Assume that an application has to process the transactions in order, such as tranaction #1, transaction #2, transaction #3, transaction #4.
And the application sent its transactions to both two ALTIBASE instances without consideration of replication conflict.
The application has two connections to ALTIBASE instances, which are configurated with active-active topology.
Suppose that application sent its transactions as below.
- Connection to ALTIBASE #1 : transaction #1, transaction #3
- Connection to ALTIBASE #2 : transaction #2, transaction #4
In this case, the result of transactions may be wrong, because ALTIBASE does not guarantee the order of transactions even if application sent its transactions in order.
If an application has to keep the order of transactions, the application has to use only one ALTIBASE instance during performing the transactions.
The only one thing that you have to remember, to resolve replication conflict, is to make replication receiver and service thread to be independent each other.
If a service thread handles row#1 and receiver thread handles the same row at the same time, it may cause replication conflict, however, if you prevent replication receiver and service thread from accessing same rows in same ALTIBASE instance, the data conflict is resolved.
That is to say, It means that preventing an intervention by handling duplicated data is crucial.
Here's a simple example.
Application #1 handles only ORDER table and ALTIBASE #2 handles only CUSTOMER table.
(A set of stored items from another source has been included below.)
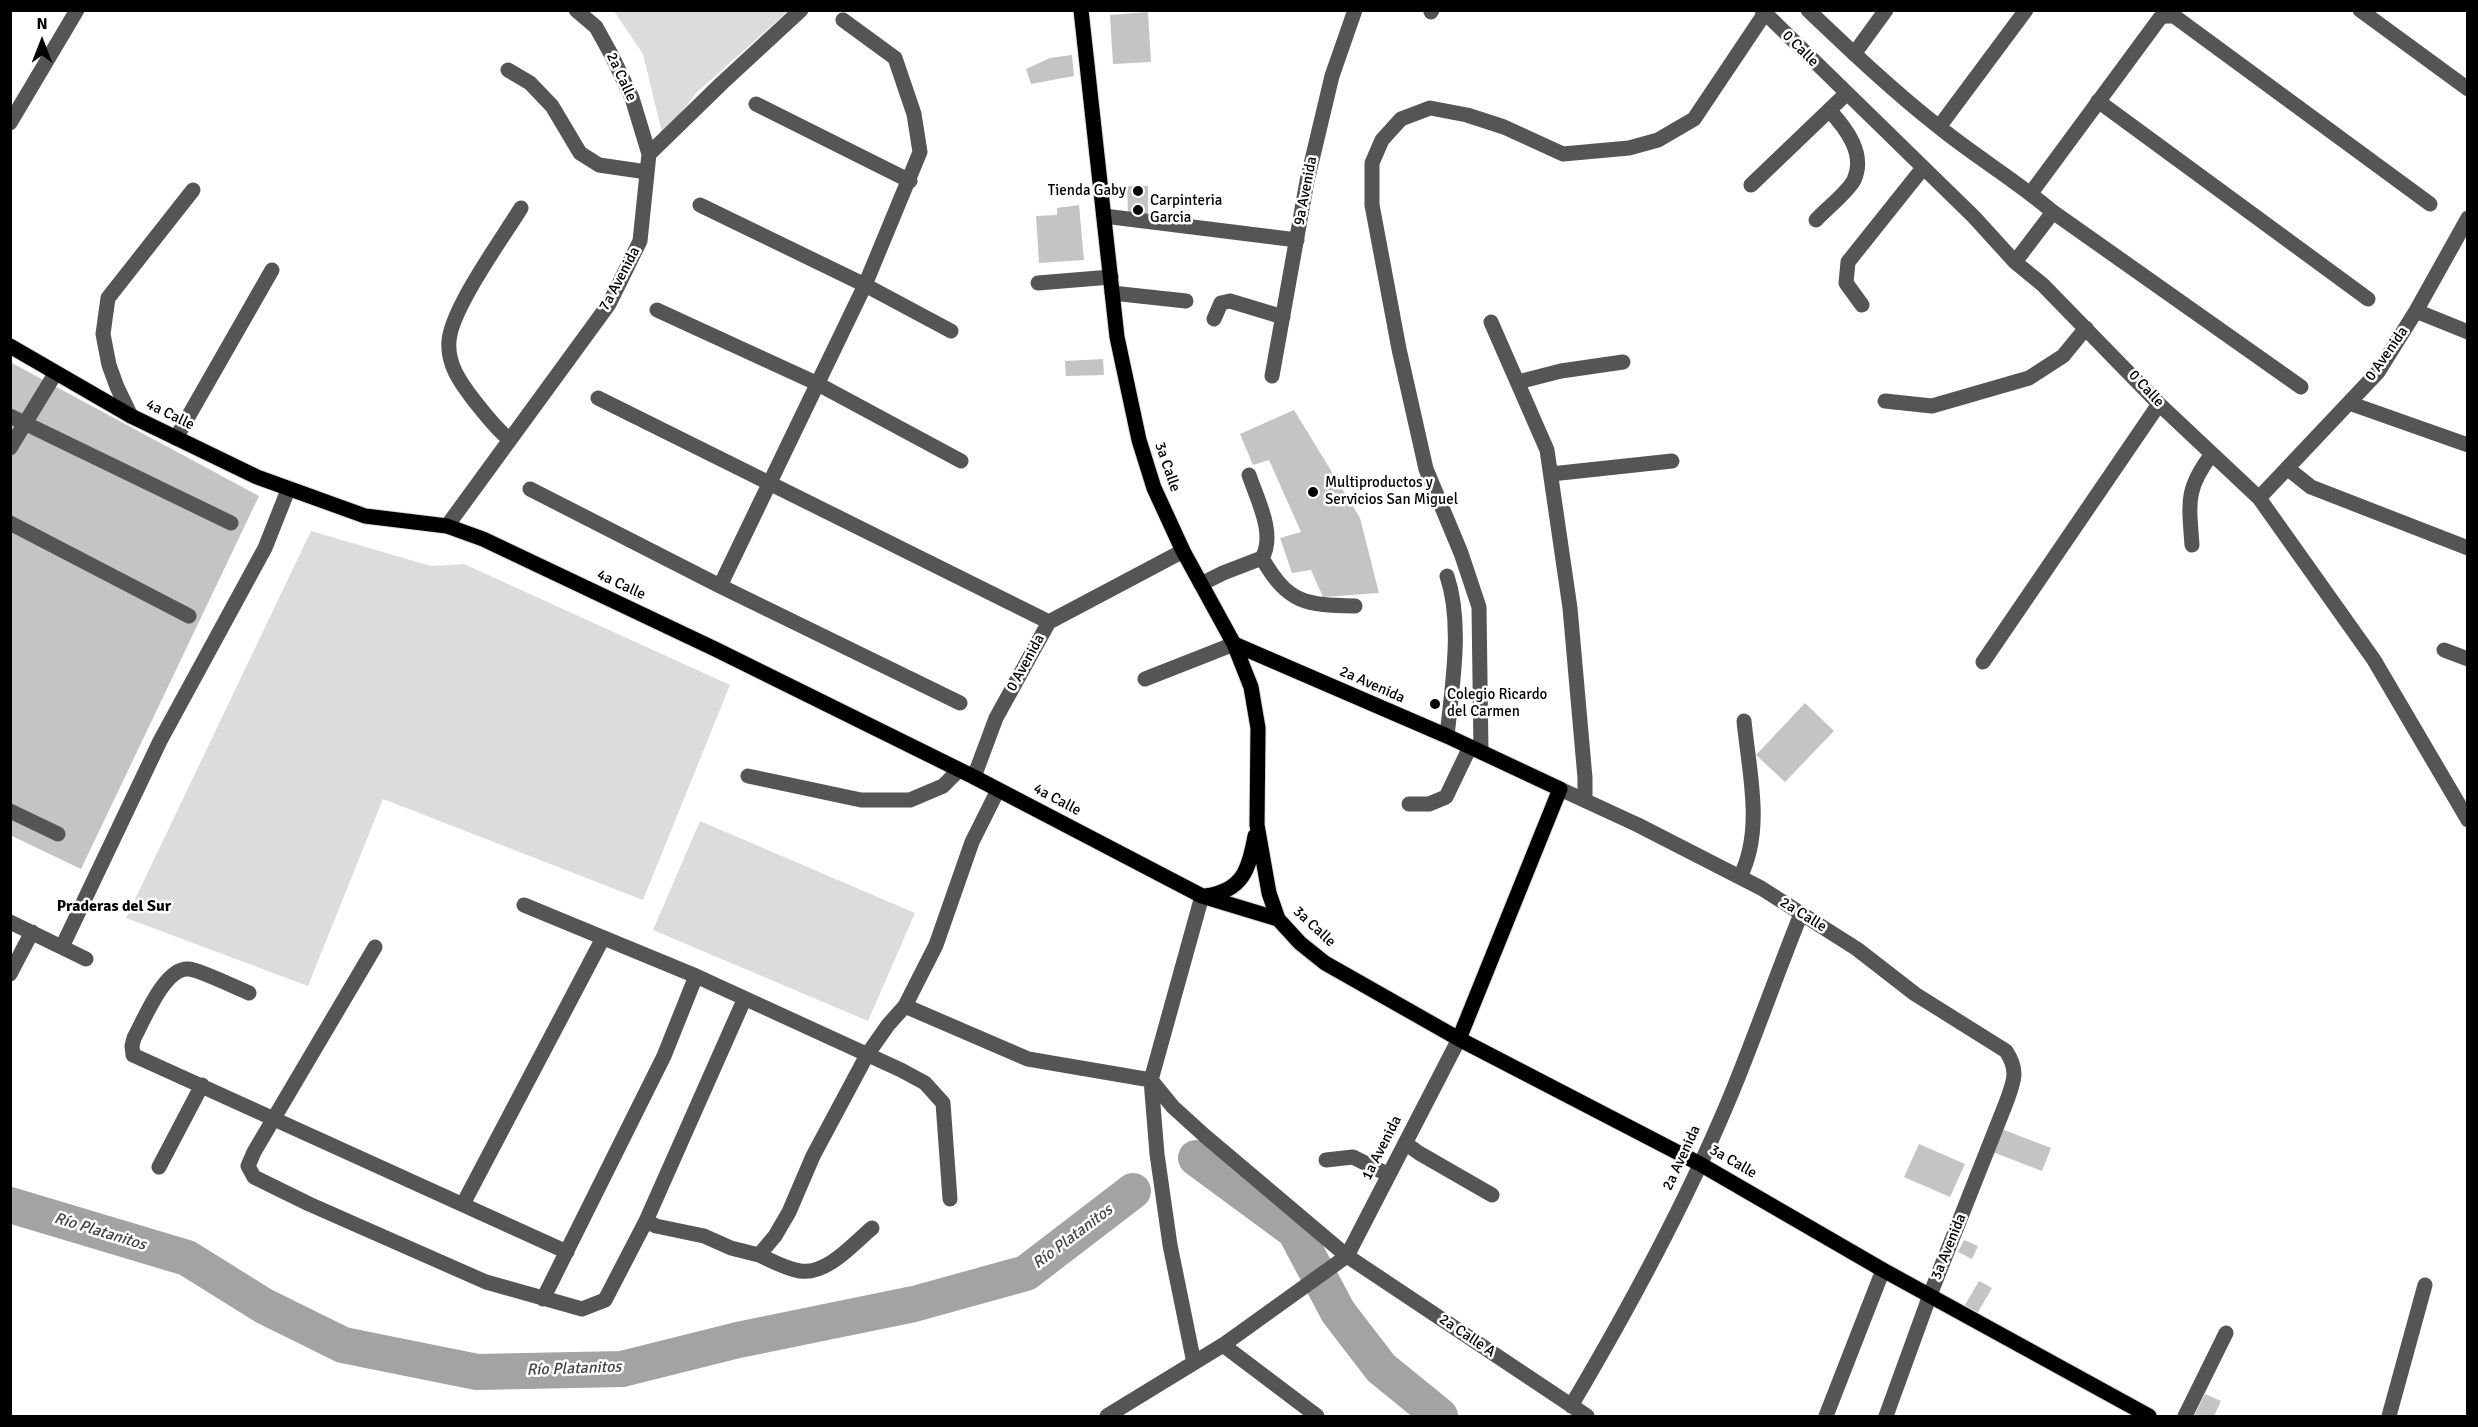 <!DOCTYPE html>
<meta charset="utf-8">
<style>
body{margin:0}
#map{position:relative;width:2478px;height:1427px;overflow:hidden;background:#fff;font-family:Signika,sans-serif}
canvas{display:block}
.frame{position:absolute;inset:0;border:12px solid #000;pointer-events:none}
.north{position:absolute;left:12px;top:12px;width:60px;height:60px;-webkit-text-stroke:4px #fff;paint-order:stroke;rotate:0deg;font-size:16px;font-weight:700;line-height:24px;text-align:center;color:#000}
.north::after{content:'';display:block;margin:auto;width:21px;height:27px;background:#000;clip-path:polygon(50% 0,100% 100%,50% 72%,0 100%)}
</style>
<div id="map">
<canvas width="2478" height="1427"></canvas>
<div class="frame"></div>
<div class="north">N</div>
</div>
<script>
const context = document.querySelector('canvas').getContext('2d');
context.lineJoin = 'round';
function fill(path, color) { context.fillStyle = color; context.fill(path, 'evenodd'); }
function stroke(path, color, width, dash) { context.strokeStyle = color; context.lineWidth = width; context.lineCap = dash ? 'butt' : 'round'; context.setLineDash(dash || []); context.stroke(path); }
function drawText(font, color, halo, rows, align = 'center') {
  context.font = font + ' Signika,sans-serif'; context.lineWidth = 5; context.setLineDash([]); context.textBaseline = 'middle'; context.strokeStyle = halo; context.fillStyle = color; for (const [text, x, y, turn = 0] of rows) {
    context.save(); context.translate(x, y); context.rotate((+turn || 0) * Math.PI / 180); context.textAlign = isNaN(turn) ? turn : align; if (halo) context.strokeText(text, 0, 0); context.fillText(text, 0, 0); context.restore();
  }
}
fill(new Path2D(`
 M 614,11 L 788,11 L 696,93 L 663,137 L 643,54 Z
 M 311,531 L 431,566 L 464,564 L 730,685 L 643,900 L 383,799 L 308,986 L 126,918 Z
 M 700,821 L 915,913 L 868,1021 L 653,930 Z`), '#dcdcdc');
stroke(new Path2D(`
 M 1196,1158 L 1295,1231 L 1338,1312 L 1381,1368 L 1440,1416
 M 10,1205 L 187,1258 L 264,1306 L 343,1345 L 477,1372 L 622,1369 L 738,1340 L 914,1304 L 1026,1273 L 1133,1191`), '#a3a3a3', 36);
fill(new Path2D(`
 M 1148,12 L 1151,62 L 1113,64 L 1110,15 Z
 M 1072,55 L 1074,76 L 1031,84 L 1026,69 L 1050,58 Z
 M 1127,186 L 1148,186 L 1148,214 L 1128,214 Z
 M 1079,205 L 1084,260 L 1039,263 L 1036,216 L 1057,215 L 1057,208 Z
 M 1103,359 L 1104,375 L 1066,376 L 1065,361 Z
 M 10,362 L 259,496 L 81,869 L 10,835 Z
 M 1294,410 L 1360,518 L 1379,593 L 1323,597 L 1311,570 L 1292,573 L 1280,538 L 1301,532 L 1269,460 L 1253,465 L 1240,434 Z
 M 1805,703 L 1834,731 L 1785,782 L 1756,755 Z
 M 1999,1128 L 2051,1148 L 2042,1171 L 1990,1151 Z
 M 1919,1144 L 1965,1164 L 1950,1197 L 1904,1177 Z
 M 1964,1240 L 1978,1246 L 1972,1259 L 1958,1252 Z
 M 1979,1281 L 1992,1288 L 1975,1317 L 1962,1310 Z
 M 2205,1394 L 2221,1401 L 2214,1416 L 2194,1416 Z`), '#c4c4c4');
const major = new Path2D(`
 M 1081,10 L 1117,337 L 1139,440 L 1154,488 L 1183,551 L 1234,644 L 1251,687 L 1258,728 L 1257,825 L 1269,893 L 1278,919 L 1300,943 L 1325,963 L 1459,1039 L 1700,1164 L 1883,1270 L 2149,1416
 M 10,346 L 131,416 L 257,477 L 365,516 L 447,526 L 483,539 L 715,649 L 974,777 L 1202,896 L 1278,919
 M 1234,644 L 1447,736 L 1560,789 L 1459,1039
 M 1205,896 C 1243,891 1249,869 1255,836`);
stroke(major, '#dbdbdb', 17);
stroke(new Path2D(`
 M 576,10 L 596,27 L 612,56 L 632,98 L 649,154
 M 1762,10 L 1974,217 L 2015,262 L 2043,285 L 2159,404 L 2259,498 L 2374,660 L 2468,820
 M 1808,10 C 1850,50 1893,91 1939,127 C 1976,157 2017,181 2053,212 L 2301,387
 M 2360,10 L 2468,89
 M 1431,12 L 1432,10
 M 1854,54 L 1886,10
 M 508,70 L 530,83 L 552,106 L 580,153 L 599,165 L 647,172
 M 2098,101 L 2368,299
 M 756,104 L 910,181
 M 10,123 L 77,10
 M 1939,127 L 2026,10
 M 1751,185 L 1846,94
 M 2031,193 L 2160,18 L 2165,16 L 2174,16 L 2430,204
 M 700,205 L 865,285 L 951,331
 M 1104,216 L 1297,240
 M 1816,220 C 1826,209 1848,192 1854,180 C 1866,154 1846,128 1829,110
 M 2015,262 L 2053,212
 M 1038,283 L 1111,277
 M 1112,293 L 1186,301
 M 1862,305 L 1846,283 L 1848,262 L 1923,168
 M 657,310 L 816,383 L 961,461
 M 2416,311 L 2468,332
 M 1214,319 L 1221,303 L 1230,301 L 1283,317
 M 1491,322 L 1547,450 L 1570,608 L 1585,778 L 1585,799
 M 1272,376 L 1307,181 L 1332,76 L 1355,10
 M 1518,382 L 1561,371 L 1623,362
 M 598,398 L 1049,622
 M 1885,401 L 1932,406 L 2029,378 L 2063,356 L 2086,328
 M 2349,403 L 2468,445
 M 10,416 L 231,523
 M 131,416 L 117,387 L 109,365 L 103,334 L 108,298 L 193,190
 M 176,438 L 272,270
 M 510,440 C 495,428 485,414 473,399 C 460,382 447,364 449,341 C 451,309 502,239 521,208
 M 10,448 L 55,374
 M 2287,468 L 2311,487 L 2468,548
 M 1551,474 L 1672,461
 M 530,489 L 720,586 L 960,703
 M 2259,498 L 2378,372 L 2416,311 L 2468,218
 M 10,523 L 189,616
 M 447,526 L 609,304 L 640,241 L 649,154 L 722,83 L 801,10
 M 2192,545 C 2189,503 2185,489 2212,454
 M 1262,558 C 1288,604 1306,605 1355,606
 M 1447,576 C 1463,624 1452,686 1447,736
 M 1201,584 L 1223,573 L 1262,558 C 1276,534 1257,499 1249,475
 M 720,586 L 865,285 L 920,152 L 914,114 L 895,58 L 843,20
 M 2444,650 L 2468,659
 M 1983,662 L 2159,404
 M 1145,679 L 1234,644
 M 1481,752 L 1479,607 L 1461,553 L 1426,469 L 1399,349 L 1372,205 L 1372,163 L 1382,140 L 1401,119 L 1430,108 L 1467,115 L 1504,127 L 1563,154 L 1629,148 L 1658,140 L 1694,119 L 1765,13
 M 748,776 L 861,800 L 910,800 L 943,786 L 959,770
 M 974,777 L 996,718 L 1049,622 L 1183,551
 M 1560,789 L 1638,825 L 1761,888 L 1857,949 L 1915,994 L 2006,1051 C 2019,1071 2014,1081 2006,1103 L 1930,1295 L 1886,1416
 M 1409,804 L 1429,804 L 1446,797 L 1470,747
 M 10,811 L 58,834
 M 1740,877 C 1764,830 1749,772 1744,721
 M 524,905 L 696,976 L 901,1070 L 925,1083 L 943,1103 L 950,1199
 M 10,922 L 86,959
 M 62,947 L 160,741 L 265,548 L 288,490
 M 375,947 L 254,1152 L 248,1166 L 254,1177 L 309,1204 L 486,1282 L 582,1309 L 605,1300 L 646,1221 L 656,1226 L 704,1236 L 731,1248 L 759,1255 L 775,1236 L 789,1212 L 813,1156 L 867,1055 L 888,1025 L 905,1006 L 936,945 L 972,842 L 998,790
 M 10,974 L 32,932
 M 249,993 C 237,988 200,970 189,969 C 165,966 144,1020 134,1038 L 132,1046 L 133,1055 L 567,1252
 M 905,1006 L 1028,1059 L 1151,1080 L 1173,1107 L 1205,1136 L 1347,1256 L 1587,1416
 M 1405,1143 L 1419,1153 L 1492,1195
 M 1326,1160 L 1353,1157 L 1389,1175
 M 159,1167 L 202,1085
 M 463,1204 L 603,938
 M 646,1221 L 744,1000
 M 759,1255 C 772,1261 786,1269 800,1271 C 827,1275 853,1244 872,1228
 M 543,1299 L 664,1056 L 696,976
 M 1223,1345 L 1317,1416
 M 1194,1363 L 1170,1245 L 1157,1154 L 1151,1080 L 1202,896
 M 1571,1406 C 1632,1303 1690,1196 1735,1085 C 1758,1028 1778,971 1801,914
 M 1107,1416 L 1223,1345 L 1347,1256 L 1459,1039
 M 1826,1416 L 1883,1270
 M 2185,1416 L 2226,1333
 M 2389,1416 L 2425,1285`), '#555', 15);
stroke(major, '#000', 15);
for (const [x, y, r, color] of [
 [1138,191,6,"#000"],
 [1138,210,6,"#000"],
 [1313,492,6,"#000"],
 [1435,704,6,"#000"]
]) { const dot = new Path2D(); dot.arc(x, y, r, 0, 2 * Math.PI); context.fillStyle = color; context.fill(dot); stroke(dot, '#fff', 2); }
drawText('15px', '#000', '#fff', [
 ["0 Calle",1800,49,45],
 ["2a Calle",621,77,65],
 ["9a Avenida",1306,191,-79],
 ["7a Avenida",620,279,-62],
 ["0 Avenida",2387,354,-55],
 ["0 Calle",2146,389,47],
 ["4a Calle",170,415,26],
 ["3a Calle",1167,467,71],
 ["4a Calle",621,585,25],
 ["0 Avenida",1026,663,-61],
 ["2a Avenida",1372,685,24],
 ["4a Calle",1057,800,28],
 ["2a Calle",1803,915,32],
 ["3a Calle",1314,927,43],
 ["1a Avenida",1382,1148,-63],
 ["2a Avenida",1682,1158,-65],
 ["3a Calle",1733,1162,30],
 ["3a Avenida",1949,1247,-68],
 ["2a Calle A",1467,1336,34]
]);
drawText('15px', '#000', '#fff', [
 ["Tienda Gaby",1126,191,"right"],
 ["Carpinteria",1150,201],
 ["Garcia",1150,218],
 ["Multiproductos y",1325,483],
 ["Servicios San Miguel",1325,500],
 ["Colegio Ricardo",1447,695],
 ["del Carmen",1447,712]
], 'left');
drawText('bold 16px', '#000', '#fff', [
 ["Praderas del Sur",114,907]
]);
drawText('italic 16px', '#444', '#fff', [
 ["Río Platanitos",100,1232,17],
 ["Río Platanitos",1073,1237,-37],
 ["Río Platanitos",574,1369,-2]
]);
</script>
Therefore the service thread and replication receiver work perfectly independent, once there is no intervention by handling duplicated data between them with each other.
Furthermore, Application #1 handles record#1 in ORDER table and Application #2 handles record#2 in same table, Replication conflict problem is resolved.
ALTIBASE provides two options when you create Replication object.
This is a Default replication mode in ALTIBASE. When a transaction is issued,
Service thread does not wait the completion of replication.
There're no sychonoization mechanism between service thread and replication sender thread.
Here're the benefits and risks when you want to use lazy replication.
Eager Replication is focused on ensuring data consistency rather than Lazy Replication.
When a transaction is issued, Service thread will wait for the completion of replication.
Then replication sender transfers the redo log to replication receiver, and replication receiver notifies the transaction completion to replication sender thread.
Then Replication sender thread wake blocked service thread, then client can issue another transaction.
If Receiver thread has a problem to apply the redo log file, service thread transaction will fail.
But there's a disadvantage in Eager replication, so to speak, replication can affect transaction performance(degradation).
Comparing the Lazy replication, the performance may decrease 50% or more.